- _RECORDS TO USE_:
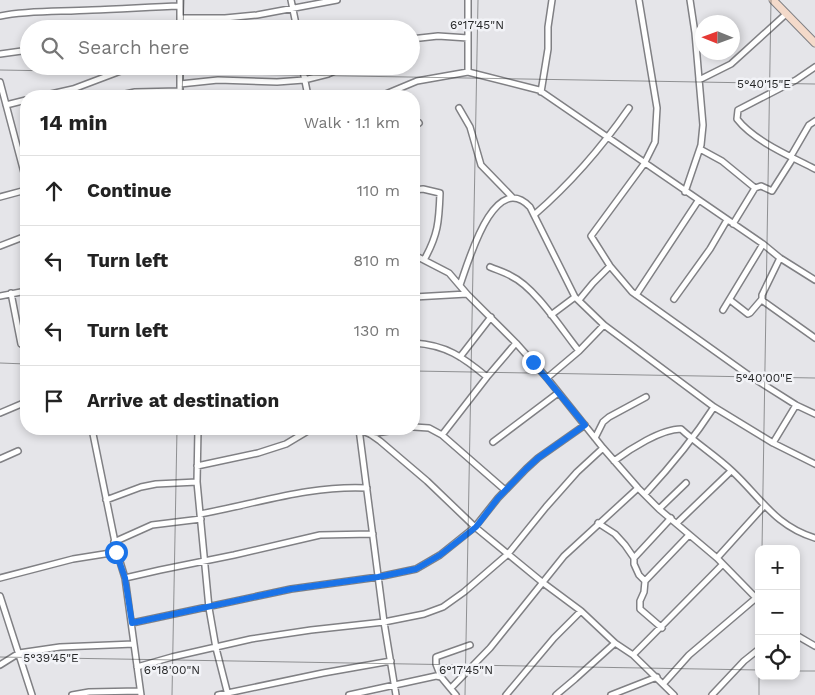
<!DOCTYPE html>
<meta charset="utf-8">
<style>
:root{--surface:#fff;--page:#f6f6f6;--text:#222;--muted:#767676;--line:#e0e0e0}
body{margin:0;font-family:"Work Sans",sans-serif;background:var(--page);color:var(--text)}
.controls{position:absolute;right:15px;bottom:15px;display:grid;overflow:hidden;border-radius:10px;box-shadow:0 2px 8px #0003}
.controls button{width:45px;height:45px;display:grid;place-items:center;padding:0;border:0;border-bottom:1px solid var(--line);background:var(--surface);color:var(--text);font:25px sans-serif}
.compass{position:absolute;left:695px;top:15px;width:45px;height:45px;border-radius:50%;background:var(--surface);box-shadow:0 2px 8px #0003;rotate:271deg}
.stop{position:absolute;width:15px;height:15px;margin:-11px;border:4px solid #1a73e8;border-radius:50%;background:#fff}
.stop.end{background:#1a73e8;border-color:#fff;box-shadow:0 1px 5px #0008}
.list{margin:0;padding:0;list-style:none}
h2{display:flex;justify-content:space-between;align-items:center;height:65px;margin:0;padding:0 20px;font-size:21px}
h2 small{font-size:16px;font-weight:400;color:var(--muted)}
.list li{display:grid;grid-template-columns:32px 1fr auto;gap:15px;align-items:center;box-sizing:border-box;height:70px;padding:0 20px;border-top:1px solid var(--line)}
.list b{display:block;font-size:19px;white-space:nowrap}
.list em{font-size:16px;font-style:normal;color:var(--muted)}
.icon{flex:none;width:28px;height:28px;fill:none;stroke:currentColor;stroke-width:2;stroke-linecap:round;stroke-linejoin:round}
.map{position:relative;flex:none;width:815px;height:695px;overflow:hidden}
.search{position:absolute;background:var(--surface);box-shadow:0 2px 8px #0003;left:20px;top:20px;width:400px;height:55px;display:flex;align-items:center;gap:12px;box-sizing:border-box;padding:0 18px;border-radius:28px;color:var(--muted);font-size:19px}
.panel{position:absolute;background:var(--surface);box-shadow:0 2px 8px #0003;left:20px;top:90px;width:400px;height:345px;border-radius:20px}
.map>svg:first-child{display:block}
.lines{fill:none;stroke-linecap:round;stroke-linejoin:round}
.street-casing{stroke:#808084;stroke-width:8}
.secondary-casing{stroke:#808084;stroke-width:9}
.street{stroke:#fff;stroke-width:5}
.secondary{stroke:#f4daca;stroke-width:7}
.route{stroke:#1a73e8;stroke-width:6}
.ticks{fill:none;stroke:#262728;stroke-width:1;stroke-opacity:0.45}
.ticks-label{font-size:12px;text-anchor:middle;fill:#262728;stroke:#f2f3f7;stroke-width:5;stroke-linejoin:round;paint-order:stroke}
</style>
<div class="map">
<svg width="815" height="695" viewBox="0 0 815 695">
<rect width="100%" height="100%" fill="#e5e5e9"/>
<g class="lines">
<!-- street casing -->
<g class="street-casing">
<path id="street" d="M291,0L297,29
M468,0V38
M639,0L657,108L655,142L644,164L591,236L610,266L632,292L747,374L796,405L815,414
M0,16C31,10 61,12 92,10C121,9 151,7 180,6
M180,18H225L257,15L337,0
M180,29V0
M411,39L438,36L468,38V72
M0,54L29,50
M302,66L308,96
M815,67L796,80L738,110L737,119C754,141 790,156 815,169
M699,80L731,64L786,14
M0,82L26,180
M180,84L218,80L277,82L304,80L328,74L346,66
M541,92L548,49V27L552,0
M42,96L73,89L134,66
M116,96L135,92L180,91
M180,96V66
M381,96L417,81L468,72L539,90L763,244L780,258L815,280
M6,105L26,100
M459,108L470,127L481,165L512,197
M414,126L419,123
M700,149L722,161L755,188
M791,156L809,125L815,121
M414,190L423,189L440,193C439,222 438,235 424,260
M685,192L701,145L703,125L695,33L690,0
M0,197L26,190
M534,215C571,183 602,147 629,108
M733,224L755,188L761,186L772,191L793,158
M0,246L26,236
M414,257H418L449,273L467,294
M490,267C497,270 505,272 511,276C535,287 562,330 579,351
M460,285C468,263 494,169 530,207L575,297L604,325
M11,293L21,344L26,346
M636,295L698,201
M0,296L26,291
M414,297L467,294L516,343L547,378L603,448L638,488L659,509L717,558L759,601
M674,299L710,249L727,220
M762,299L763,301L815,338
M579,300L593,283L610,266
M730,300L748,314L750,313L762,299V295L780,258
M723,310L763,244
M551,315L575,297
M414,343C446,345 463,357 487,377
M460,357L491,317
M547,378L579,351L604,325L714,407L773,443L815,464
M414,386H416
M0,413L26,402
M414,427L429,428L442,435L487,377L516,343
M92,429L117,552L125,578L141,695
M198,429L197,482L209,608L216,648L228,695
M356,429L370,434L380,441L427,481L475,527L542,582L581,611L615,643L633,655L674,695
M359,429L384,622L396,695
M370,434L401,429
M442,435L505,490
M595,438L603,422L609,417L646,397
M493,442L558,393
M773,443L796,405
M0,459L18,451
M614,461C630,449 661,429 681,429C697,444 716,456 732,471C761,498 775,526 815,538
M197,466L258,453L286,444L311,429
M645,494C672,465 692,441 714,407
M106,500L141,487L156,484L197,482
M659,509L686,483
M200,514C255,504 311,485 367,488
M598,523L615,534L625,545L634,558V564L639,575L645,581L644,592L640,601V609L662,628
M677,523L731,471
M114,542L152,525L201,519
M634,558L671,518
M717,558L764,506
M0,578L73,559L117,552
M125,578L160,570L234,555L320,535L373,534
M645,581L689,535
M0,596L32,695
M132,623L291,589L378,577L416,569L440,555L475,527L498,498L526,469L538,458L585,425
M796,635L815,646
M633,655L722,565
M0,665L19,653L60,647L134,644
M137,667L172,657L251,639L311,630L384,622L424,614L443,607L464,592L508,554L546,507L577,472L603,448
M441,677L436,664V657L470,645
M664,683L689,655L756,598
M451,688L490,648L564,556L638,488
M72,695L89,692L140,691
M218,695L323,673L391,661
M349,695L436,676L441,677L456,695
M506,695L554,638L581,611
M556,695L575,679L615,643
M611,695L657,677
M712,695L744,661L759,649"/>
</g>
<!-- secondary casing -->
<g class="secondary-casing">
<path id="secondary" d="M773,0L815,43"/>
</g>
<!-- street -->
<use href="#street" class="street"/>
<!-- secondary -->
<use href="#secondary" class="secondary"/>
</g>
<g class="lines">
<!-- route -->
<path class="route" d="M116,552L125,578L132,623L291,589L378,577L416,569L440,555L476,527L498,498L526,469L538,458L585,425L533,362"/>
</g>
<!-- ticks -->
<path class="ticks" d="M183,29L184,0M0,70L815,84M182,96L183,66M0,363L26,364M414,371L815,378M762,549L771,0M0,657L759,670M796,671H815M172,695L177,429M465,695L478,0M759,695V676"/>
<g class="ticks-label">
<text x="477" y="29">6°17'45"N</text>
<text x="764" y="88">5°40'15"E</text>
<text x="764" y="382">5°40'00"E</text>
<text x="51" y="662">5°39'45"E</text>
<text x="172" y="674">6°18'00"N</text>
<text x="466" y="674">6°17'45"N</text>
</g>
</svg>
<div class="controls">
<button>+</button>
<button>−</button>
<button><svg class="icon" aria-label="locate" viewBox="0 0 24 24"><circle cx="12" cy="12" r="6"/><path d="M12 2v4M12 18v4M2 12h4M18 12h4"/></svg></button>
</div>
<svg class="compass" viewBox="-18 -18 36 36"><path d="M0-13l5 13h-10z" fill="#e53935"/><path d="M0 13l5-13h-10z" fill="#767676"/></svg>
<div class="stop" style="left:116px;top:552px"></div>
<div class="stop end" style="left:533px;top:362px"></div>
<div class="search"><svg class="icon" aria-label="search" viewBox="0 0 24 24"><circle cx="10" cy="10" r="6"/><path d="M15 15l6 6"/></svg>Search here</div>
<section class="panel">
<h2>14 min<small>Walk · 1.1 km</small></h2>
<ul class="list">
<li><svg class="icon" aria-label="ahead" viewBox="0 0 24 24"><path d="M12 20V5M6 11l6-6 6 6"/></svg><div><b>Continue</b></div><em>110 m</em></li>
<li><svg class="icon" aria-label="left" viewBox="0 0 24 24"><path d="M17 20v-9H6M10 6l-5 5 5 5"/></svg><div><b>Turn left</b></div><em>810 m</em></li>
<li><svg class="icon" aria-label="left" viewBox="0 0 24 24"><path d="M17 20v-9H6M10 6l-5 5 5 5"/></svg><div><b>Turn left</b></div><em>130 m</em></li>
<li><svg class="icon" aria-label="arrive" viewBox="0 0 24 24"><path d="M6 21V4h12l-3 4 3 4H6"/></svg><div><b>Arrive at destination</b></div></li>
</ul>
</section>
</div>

- _WHAT YOU ARE ASKED TO DO_: Show me every line of the entries above that holds "block".

- _EXERCISE RESPONSE_:
.list b{display:block;font-size:19px;white-space:nowrap}
.map>svg:first-child{display:block}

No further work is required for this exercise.